There were 13 studies that described linkages with the patients’ PCPs such as information sharing, alerts that further medical attention may be required or regular reports on progress. There was not enough information to determine whether the presence of these linkages was associated with better outcomes for the patients, although nine of the studies did report an improvement in at least one outcome measure. Only one of the studies that described linkages between PCPs and the telephone coaching reported an improvement in hospital admission for heart failure.58 The linkages included guidelines for the nurses and the patients telling them when to contact their physician.
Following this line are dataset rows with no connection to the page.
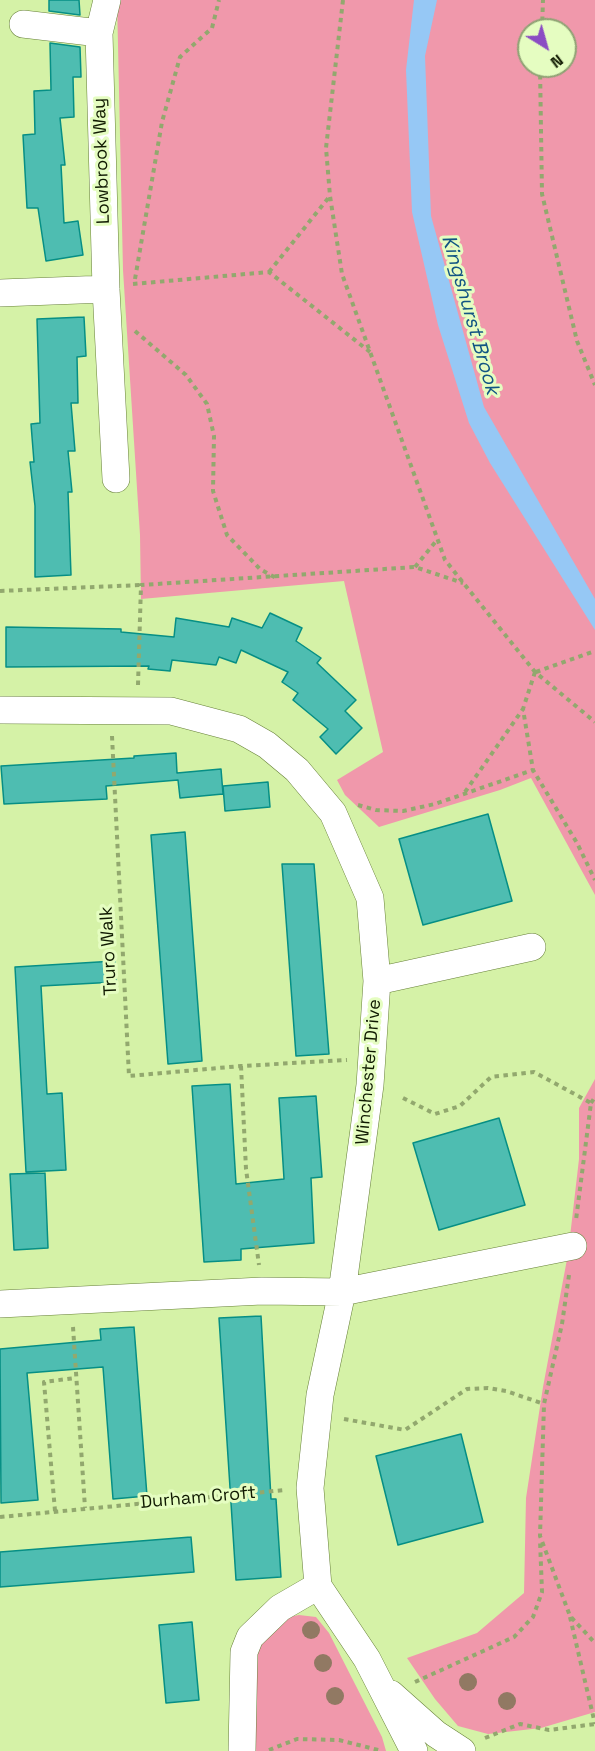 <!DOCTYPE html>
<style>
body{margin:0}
#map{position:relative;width:595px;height:1751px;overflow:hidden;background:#d5f2a7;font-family:"Space Grotesk",sans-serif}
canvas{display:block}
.north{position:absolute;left:517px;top:18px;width:60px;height:60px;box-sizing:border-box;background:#e5fdc1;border:2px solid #8fa274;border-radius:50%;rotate:143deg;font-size:16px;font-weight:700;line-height:24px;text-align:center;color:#0f1900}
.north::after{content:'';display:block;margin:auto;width:21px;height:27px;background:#8b4dc3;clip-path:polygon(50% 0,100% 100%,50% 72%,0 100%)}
</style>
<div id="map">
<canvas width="595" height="1751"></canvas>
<div class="north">N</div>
</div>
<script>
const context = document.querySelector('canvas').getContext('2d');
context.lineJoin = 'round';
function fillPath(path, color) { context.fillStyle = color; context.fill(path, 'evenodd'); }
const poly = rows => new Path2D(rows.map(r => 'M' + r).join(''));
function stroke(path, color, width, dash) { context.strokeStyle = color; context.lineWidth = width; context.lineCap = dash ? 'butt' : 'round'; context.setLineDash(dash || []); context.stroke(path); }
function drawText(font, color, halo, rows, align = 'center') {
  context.font = font + ' "Space Grotesk",sans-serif'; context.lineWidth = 6; context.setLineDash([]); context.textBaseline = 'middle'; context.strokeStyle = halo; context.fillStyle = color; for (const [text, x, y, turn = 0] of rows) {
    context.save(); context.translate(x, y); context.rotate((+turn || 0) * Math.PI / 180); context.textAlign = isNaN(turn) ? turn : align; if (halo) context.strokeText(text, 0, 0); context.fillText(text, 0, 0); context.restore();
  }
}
const green = poly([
 [117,0,595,0,595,895,531,778,500,790,379,827,345,795,337,780,383,752,344,581,141,599,140,535,123,270],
 [529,30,565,30,565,66,529,66],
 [595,1079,595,1712,541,1728,488,1734,458,1726,435,1699,407,1658,477,1633,524,1593,526,1498,543,1387,568,1254,579,1159,579,1108],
 [299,1615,316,1617,329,1633,382,1737,386,1751,250,1751,256,1653,277,1619]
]);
const water = poly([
 [414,0,437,0,425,56,431,216,484,407,595,599,595,630,490,463,469,423,438,325,412,212,406,70]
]);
const building = poly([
 [49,0,79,0,80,15,49,11,49,0],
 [50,43,80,47,81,77,73,77,74,117,60,118,65,165,61,165,64,223,78,221,83,255,46,261,38,208,27,208,23,135,35,134,34,91,51,90,50,43],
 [84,317,86,356,77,357,78,403,71,403,75,451,68,451,72,492,68,492,71,575,35,577,35,506,30,462,34,462,31,424,40,423,37,319,84,317],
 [270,613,302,628,296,641,321,658,317,663,356,700,345,711,362,728,336,754,320,737,328,729,293,700,298,693,282,682,288,672,241,650,236,663,219,657,216,665,172,660,170,671,148,669,149,666,6,667,6,627,121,629,121,632,174,637,176,618,229,627,232,618,262,628,270,613],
 [176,753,177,773,221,769,223,794,180,798,178,780,106,786,107,799,4,804,1,766,134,758,134,756,176,753],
 [268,782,270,807,225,811,223,786,268,782],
 [488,814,512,901,423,925,399,839,488,814],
 [185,832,202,1061,168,1064,151,835,185,832],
 [282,864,314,864,329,1054,296,1056,282,864],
 [115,961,116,982,41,986,47,1094,62,1093,66,1170,26,1172,15,967,115,961],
 [230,1084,236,1184,284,1179,279,1098,316,1096,322,1177,311,1178,314,1243,241,1249,241,1260,204,1262,192,1086,230,1084],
 [499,1118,525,1205,439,1230,413,1143,499,1118],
 [45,1173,48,1248,14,1250,10,1174,45,1173],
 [261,1316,271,1499,276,1499,281,1577,236,1580,219,1318,261,1316],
 [134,1327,147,1496,113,1499,103,1367,27,1373,38,1500,1,1503,0,1349,101,1340,100,1329,134,1327],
 [461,1434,483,1522,398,1545,376,1456,461,1434],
 [191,1537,194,1572,0,1587,0,1552,191,1537],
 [192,1622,199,1700,166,1703,159,1625,192,1622]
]);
const path = poly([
 [343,0,326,148,330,196,342,274,445,560,535,672,595,722],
 [542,30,543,0],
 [540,66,542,194,577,341,595,385],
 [269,272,330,196],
 [135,279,162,122,180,57,212,28,219,0],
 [133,284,269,272,370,352],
 [135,331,186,375,207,404,214,436,213,491,227,535,260,569,276,578],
 [415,567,437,540],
 [0,591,141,585],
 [535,672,523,709,533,770,577,843,595,880],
 [536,672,595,651],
 [138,685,141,585,415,567,463,583],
 [112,736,129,1076,241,1066,347,1060],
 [465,792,523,709],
 [358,805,376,810,403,811,435,804,533,770],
 [241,1066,246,1169,259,1265],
 [403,1098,435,1114,460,1106,491,1077,534,1072,591,1103,576,1220],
 [591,1103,595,1097],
 [569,1275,562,1324,544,1404,540,1536,570,1616,595,1643],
 [73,1327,85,1508],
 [344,1419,405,1430,467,1389,488,1388,506,1391,544,1404],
 [55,1511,44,1382,75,1378],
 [0,1517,285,1490],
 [570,1617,595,1724],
 [415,1682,514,1637,533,1617,542,1592,540,1540],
 [485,1738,520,1724,549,1730,595,1724],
 [269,1750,297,1739,339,1740,382,1751]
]);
const minor = poly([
 [107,0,99,33,106,289,116,479],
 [23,24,99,33],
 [0,293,106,289],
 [0,710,171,711,239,729,267,745,297,770,333,813,370,898,377,981,370,1085,342,1292,320,1395,310,1488,318,1586,367,1659,414,1751],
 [377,981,532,947],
 [0,1304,262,1291,342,1292,573,1246],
 [391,1694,436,1734,462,1751],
 [242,1751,244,1652,250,1637,280,1608,318,1586]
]);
const trees = [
 [311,1630],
 [323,1663],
 [468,1682],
 [335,1696],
 [507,1701]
];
const streetNames = [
 ["Lowbrook Way",102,161,-92],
 ["Truro Walk",109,951,-93],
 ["Winchester Drive",369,1072,-85],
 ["Durham Croft",198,1498,-5]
];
const waterNames = [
 ["Kingshurst Brook",470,315,74]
];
fillPath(green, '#f098ab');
fillPath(water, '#96c8f5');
fillPath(building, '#4ebdb1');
stroke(building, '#068f85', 1.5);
stroke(minor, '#678039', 28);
stroke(path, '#92a86e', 4, [4.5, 4.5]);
stroke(minor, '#fff', 27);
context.fillStyle = '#917963';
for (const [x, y] of trees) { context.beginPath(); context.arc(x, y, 9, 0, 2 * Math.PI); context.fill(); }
drawText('18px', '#0f1900', '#e5fdc1', streetNames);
drawText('italic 20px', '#115483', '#e5fdc1', waterNames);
</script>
There was an example of a negative impact of linkages: the PACCTS study used information from the patients’ e-health records to trigger telephone calls.40 Patients would visit their GP and have HbA1c tests and if the results were above 9% they received a monthly call and this reduced to three monthly if HbA1c was 7%. Patients may not have been aware that this information had triggered the telephone calls and 8.2% withdrew because they could not cope with the calls. Reactive coaching may be less bothersome if patients upload their own data and then they are aware that if they have a high reading it will trigger a call, as was the case in the IDEATel study. McCall13 suggested that poor linkages had had a negative impact on the success of the programs in the USA. Further research is needed to determine the importance of good linkages between the program and PCPs.

Limitations of the review

The initial timescale and deadline for delivery of the literature search meant that the list of search terms was truncated. The search terms combined three groups: telephone interventions, health coaching and motivational interviewing and terms for study design. The reference lists of the included studies were not searched to identify further studies. This means that some papers inevitably will have been missed. For example the Cochrane review of telephone support for patients with heart failure57 did not list MESH terms for patient education, self-care or terms related to motivational interviewing, and was not identified in the search strategy. This review, for example, identified more than 8000 papers, which would have been impossible for the team to screen in one week. A decision was made during the early scoping of the literature to exclude some of the text word searches to decrease the specificity and sensitivity of the search.

The experimental literature contained few details of barriers and facilitators to effective telephone coaching or detailed information about implementation and reach. This type of information may be available in descriptive or qualitative research papers or evaluation reports and would require a different database and website literature search.

More research is needed to understand and inform the most appropriate approach for people with multi-morbidities. More research is needed to understand whether telephone coaching might be effective for ATSI people and what model of coaching might be most appropriate.